Ese lugar existe y está en la provincia de Segovia.
– Descubre el pueblo mudéjar de Segovia –
El yacimiento arqueológico tiene por nombre Canto-Los Hierros y, ubicado en el término municipal de El Espinar, se ha consolidado como un referente arqueológico a nivel europeo.
Las huellas de Julio César podrían por un pueblo de Segovia
Investigadores del proyecto arqueológico conocido como Atajo sostienen que junto a los accesos principales del poblado se han identificado al menos dos campamentos militares romanos que podrían corresponder a legiones del siglo I a. C. Lo más extraordinario es la hipótesis planteada por algunos especialistas: ¿podría haber pasado por aquí Julio César en su tránsito hacia el oeste de Hispania?
Según los arqueólogos, la presencia de estructuras defensivas romanas a la usanza tardorrepublicana, materiales asociados a campamentos legionarios y la disposición de ciertas entradas en forma semicircular ha llevado a vincular estos restos con tácticas y modelos militares utilizados por las legiones cesarianas.
Un pueblo prerromano y dos campamentos cesarianos en El Espinar
El gran general romano, figura clave en las transformaciones de la República y conocido por sus campañas en la Galia, también realizó operaciones en la Península Ibérica.
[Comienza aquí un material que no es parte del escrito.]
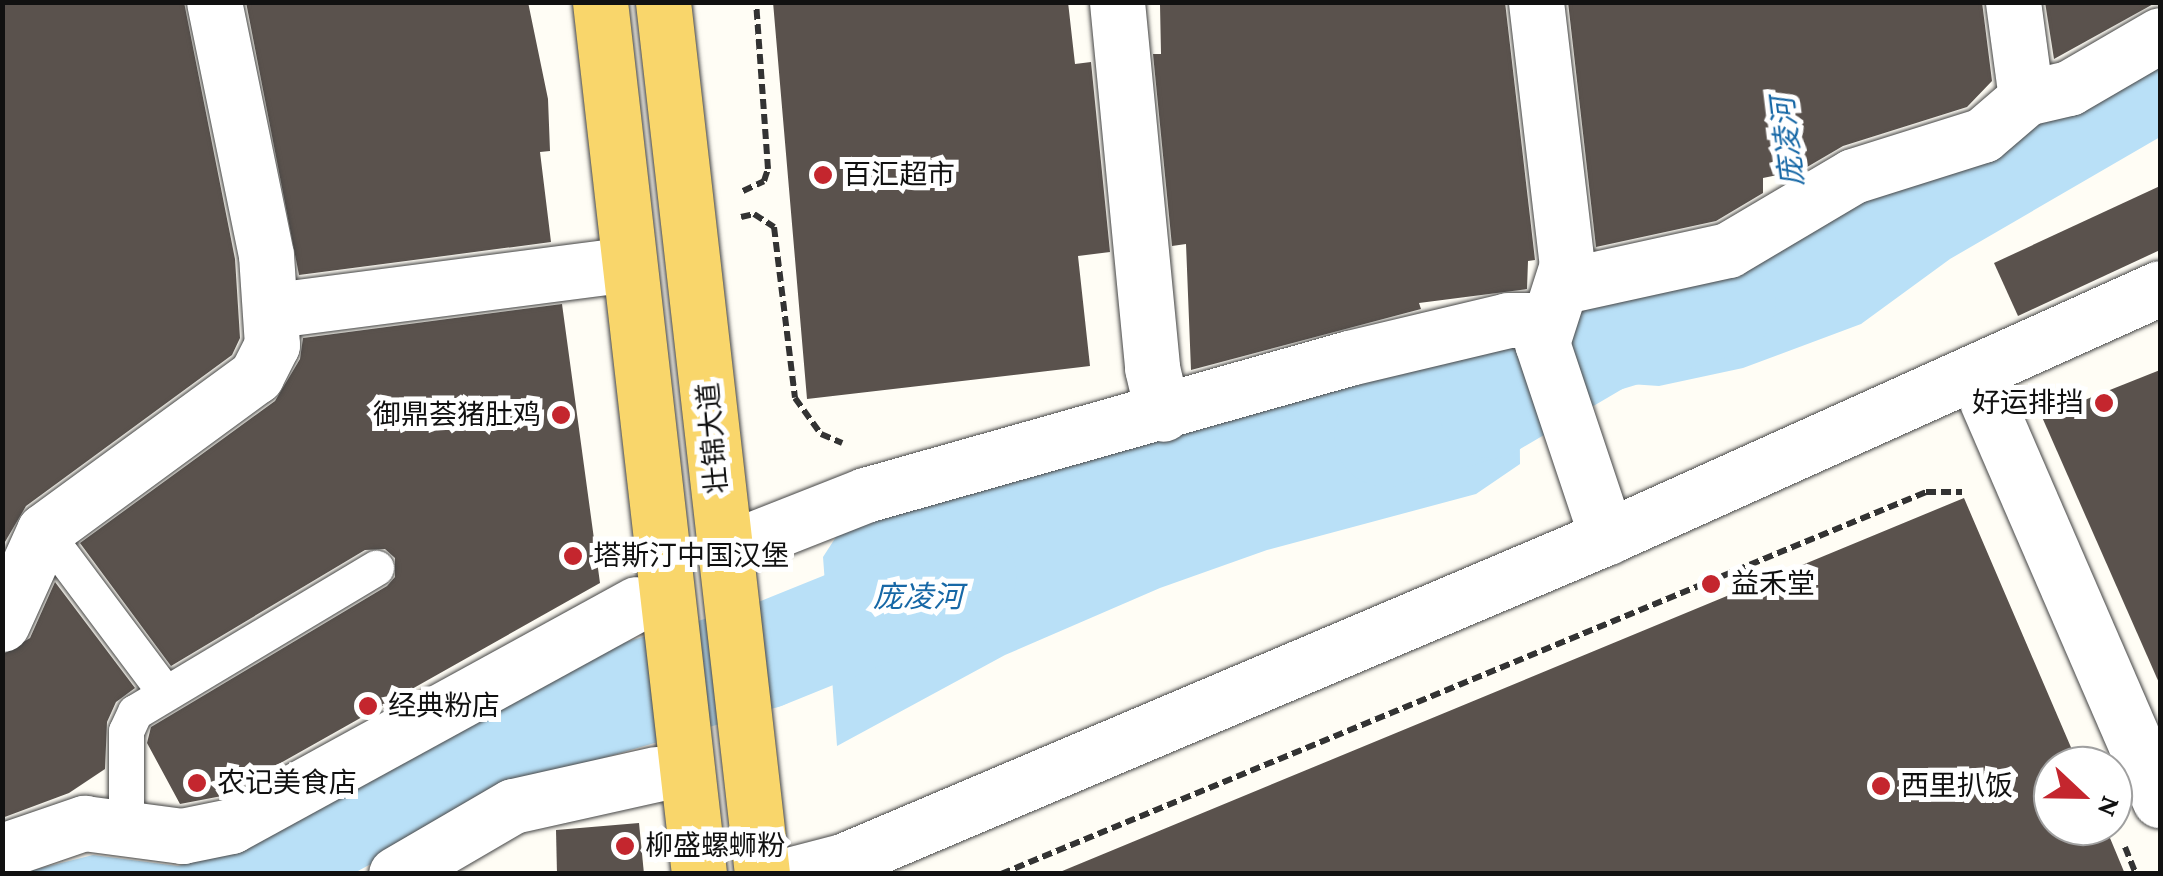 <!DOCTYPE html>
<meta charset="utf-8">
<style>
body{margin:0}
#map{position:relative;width:2163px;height:876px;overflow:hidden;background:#fffdf5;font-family:"Crimson Pro","Noto Sans SC",serif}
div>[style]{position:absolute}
.water>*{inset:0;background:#b9e0f7}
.river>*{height:105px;margin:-52.5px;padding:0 52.5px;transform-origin:52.5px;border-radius:52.5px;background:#b9e0f7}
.building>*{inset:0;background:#5a524d}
.path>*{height:6px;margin-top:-3px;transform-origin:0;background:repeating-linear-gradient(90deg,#333 0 10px,transparent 0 15px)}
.roads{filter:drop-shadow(0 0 2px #444) drop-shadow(0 0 2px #444)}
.lane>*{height:35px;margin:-17.5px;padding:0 17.5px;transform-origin:17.5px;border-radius:17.5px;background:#fff}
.street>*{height:55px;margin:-27.5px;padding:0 27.5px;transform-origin:27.5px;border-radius:27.5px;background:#fff}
.primary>*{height:55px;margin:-27.5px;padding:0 27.5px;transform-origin:27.5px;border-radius:27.5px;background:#f9d66b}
.dots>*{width:28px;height:28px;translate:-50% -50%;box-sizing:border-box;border:5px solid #fff;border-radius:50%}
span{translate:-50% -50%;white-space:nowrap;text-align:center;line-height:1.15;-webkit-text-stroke:10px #fff;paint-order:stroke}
.poi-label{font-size:28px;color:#111}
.left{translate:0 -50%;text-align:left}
.right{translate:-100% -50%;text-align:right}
.street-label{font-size:28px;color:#111}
.water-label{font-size:30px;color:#1768a6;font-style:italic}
.frame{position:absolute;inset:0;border:5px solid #111;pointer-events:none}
.north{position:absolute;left:2033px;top:746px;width:100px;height:100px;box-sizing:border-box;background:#fff;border:2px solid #a0a0a0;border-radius:50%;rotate:112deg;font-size:28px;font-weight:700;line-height:40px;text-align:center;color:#111}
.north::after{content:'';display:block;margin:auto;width:35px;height:45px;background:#c4262e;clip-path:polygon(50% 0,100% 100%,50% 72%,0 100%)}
</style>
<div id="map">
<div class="water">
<i style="clip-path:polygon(2160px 60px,2160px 137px,1950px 259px,1861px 324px,1743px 368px,1659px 386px,1600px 382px,1578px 327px,1608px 298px,1809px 228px)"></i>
<i style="clip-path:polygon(1519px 346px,1520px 464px,1476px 494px,1267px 550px,1160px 588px,1005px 655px,837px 746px,823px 557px,845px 523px,1180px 426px)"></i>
<i style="clip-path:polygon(561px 663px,562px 765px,467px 785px,427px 806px,345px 873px,17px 874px,93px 855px,178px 866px,208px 857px)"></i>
</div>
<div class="river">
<i style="left:1386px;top:434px;width:108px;rotate:-15.6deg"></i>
<i style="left:1490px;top:405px;width:129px;rotate:-30.4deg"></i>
<i style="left:1601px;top:340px;width:127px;rotate:-16.9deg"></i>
<i style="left:241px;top:874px;width:298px;rotate:-28.5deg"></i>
<i style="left:503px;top:732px;width:271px;rotate:-16.3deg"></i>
<i style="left:763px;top:656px;width:216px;rotate:-22deg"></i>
</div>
<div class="building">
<i style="clip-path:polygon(2px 2px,184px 2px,235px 259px,240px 338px,232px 355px,26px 506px,2px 547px)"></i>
<i style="clip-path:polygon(246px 2px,528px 2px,548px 99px,550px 151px,540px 152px,551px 242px,299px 275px)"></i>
<i style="clip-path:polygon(773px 2px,1068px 2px,1075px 64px,1091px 62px,1110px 252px,1078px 256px,1090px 366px,807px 399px)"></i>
<i style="clip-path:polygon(1505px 2px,1535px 260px,1528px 261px,1527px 289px,1419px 303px,1421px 309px,1191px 370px,1186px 244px,1172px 246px,1153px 54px,1161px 54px,1160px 5px)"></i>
<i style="clip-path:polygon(1568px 2px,1982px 2px,1992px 81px,1967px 107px,1843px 146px,1802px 170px,1763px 178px,1763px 193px,1716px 221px,1596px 247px)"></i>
<i style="clip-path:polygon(2045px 2px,2157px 2px,2054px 59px)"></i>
<i style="clip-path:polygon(2160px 186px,2160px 250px,2018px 316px,1994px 263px)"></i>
<i style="clip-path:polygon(562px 304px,600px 583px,222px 796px,180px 804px,147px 743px,151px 727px,387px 586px,395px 577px,395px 558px,385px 549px,365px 550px,171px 666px,80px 543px,275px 401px,300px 359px,303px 338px)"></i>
<i style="clip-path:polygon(2160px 370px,2160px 685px,2042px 417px)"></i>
<i style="clip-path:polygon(1964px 498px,2079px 766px,2053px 766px,2053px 826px,2105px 826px,2125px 874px,1055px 874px)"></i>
<i style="clip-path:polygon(55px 582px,135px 688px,116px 702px,107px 722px,105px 769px,69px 793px,2px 818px,2px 655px,30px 638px)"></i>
<i style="clip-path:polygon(639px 823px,644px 874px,557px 874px,556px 830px)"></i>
</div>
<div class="path">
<i style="left:743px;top:191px;width:23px;rotate:-25deg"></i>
<i style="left:764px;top:181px;width:13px;rotate:-72deg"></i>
<i style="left:768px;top:169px;width:167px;rotate:-94.1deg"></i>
<i style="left:741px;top:217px;width:13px;rotate:-13deg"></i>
<i style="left:754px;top:214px;width:24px;rotate:33deg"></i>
<i style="left:774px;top:227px;width:172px;rotate:83deg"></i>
<i style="left:795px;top:398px;width:44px;rotate:54.2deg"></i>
<i style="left:821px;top:434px;width:23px;rotate:23deg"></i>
<i style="left:2125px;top:847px;width:29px;rotate:68deg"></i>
<i style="left:1001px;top:874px;width:1001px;rotate:-22.44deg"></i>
<i style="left:1926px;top:492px;width:36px"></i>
</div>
<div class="roads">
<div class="lane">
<i style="left:44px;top:531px;width:199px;rotate:53.2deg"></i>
<i style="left:117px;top:824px;width:23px;rotate:-67deg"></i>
<i style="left:126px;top:803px;width:72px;rotate:-90deg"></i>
<i style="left:126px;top:731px;width:21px;rotate:-65deg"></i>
<i style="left:135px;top:712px;width:281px;rotate:-30.9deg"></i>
</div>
<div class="street">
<i style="left:1117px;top:2px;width:368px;rotate:84.5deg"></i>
<i style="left:1152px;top:368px;width:47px;rotate:76.6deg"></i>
<i style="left:1536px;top:2px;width:265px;rotate:83.3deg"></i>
<i style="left:1567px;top:265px;width:82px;rotate:107.8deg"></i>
<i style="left:1542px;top:343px;width:205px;rotate:71.5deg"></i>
<i style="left:2013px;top:2px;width:97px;rotate:82.3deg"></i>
<i style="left:1564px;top:286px;width:168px;rotate:-12.4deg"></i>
<i style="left:1728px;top:250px;width:145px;rotate:-30.6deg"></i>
<i style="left:1853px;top:176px;width:136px;rotate:-17.5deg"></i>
<i style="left:1983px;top:135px;width:57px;rotate:-40.7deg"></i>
<i style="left:2026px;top:98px;width:44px;rotate:-13.1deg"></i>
<i style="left:2069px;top:88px;width:105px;rotate:-30.2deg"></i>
<i style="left:275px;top:310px;width:355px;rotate:-7.4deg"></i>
<i style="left:1987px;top:401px;width:435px;rotate:66.6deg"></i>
<i style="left:723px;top:551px;width:153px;rotate:-21.5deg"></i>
<i style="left:865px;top:495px;width:503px;rotate:-15.8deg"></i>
<i style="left:1349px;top:358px;width:163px;rotate:-13.4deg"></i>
<i style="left:1508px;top:320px;width:39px"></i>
<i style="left:2px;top:624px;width:102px;rotate:-65.7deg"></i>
<i style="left:44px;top:531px;width:263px;rotate:-36.2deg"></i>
<i style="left:256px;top:376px;width:35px;rotate:-63deg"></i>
<i style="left:272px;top:345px;width:90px;rotate:-93.8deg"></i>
<i style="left:266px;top:255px;width:258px;rotate:-101.6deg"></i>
<i style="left:2px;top:851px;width:87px;rotate:-18.9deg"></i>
<i style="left:84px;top:823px;width:99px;rotate:7.6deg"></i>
<i style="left:182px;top:836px;width:50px;rotate:-11.5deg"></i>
<i style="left:231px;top:826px;width:462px;rotate:-28.7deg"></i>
<i style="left:396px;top:874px;width:135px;rotate:-30.2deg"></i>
<i style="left:513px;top:806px;width:147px;rotate:-12.6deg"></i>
<i style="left:793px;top:874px;width:52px;rotate:-14.6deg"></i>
<i style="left:843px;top:861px;width:830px;rotate:-22.98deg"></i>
<i style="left:1607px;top:537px;width:606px;rotate:-24.24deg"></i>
</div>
<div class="primary">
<i style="left:600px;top:2px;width:878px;rotate:83.52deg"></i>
<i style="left:663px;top:2px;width:878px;rotate:83.52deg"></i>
</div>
</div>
<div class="dots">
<i style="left:823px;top:175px;background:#c4262e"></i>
<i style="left:2104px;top:403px;background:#c4262e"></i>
<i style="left:561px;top:415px;background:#c4262e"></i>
<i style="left:573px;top:556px;background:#c4262e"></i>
<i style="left:1711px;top:584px;background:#c4262e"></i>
<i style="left:368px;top:706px;background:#c4262e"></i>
<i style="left:197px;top:783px;background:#c4262e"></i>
<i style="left:1881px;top:786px;background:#c4262e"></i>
<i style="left:625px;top:846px;background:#c4262e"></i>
</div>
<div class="poi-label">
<span class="left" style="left:843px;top:175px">百汇超市</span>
<span class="right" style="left:2084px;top:403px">好运排挡</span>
<span class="right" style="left:541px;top:415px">御鼎荟猪肚鸡</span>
<span class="left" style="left:593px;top:556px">塔斯汀中国汉堡</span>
<span class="left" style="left:1731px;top:584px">益禾堂</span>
<span class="left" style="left:388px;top:706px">经典粉店</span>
<span class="left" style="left:217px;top:783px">农记美食店</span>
<span class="left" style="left:1901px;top:786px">西里扒饭</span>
<span class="left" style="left:645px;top:846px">柳盛螺蛳粉</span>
</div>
<div class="street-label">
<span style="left:713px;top:438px;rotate:-95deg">壮锦大道</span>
</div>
<div class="water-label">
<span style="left:1788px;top:142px;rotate:-97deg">庞凌河</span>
<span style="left:918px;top:597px">庞凌河</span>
</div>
<div class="frame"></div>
<div class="north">N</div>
</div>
Documentos clásicos y trabajos arqueológicos coinciden en situar su regreso por Hispania como cuestor en el 69 a. C. y como propretor en el 61 a. C., periodo en el que buscaba recursos y prestigio para consolidar su carrera política desde Roma. Optó por buscar la guerra contra los pueblos hispanos para lograr sus objetivos.
Puso a los belicosos lusitanos, que habitaron el oeste de la península, en su punto de mira. Pero para enfrentarse a ellos antes debía someter a los vetones, pueblo prerromano de cultura celta que habitó entre los ríos Duero y Tajo (especialmente en las actuales provincias de Ávila, Salamanca y Cáceres, y en parte de las de Toledo, Zamora y Segovia), cuyos oppida (ciudades fortificadas) se interponían en su paso.
Precisamente, uno de estos asentamientos vetones fue hallado en 2016 en El Espinar por el arqueólogo Iván Aguilera. Pero, junto a los restos prerromanos se identificaron al menos dos de los (posibles) campamentos romanos que Julio César levantó para abrirse paso hacia la Lusitania. El experto señaló en su momento que estos campamentos asediaron a la ciudadela antes de continuar con las campañas militares.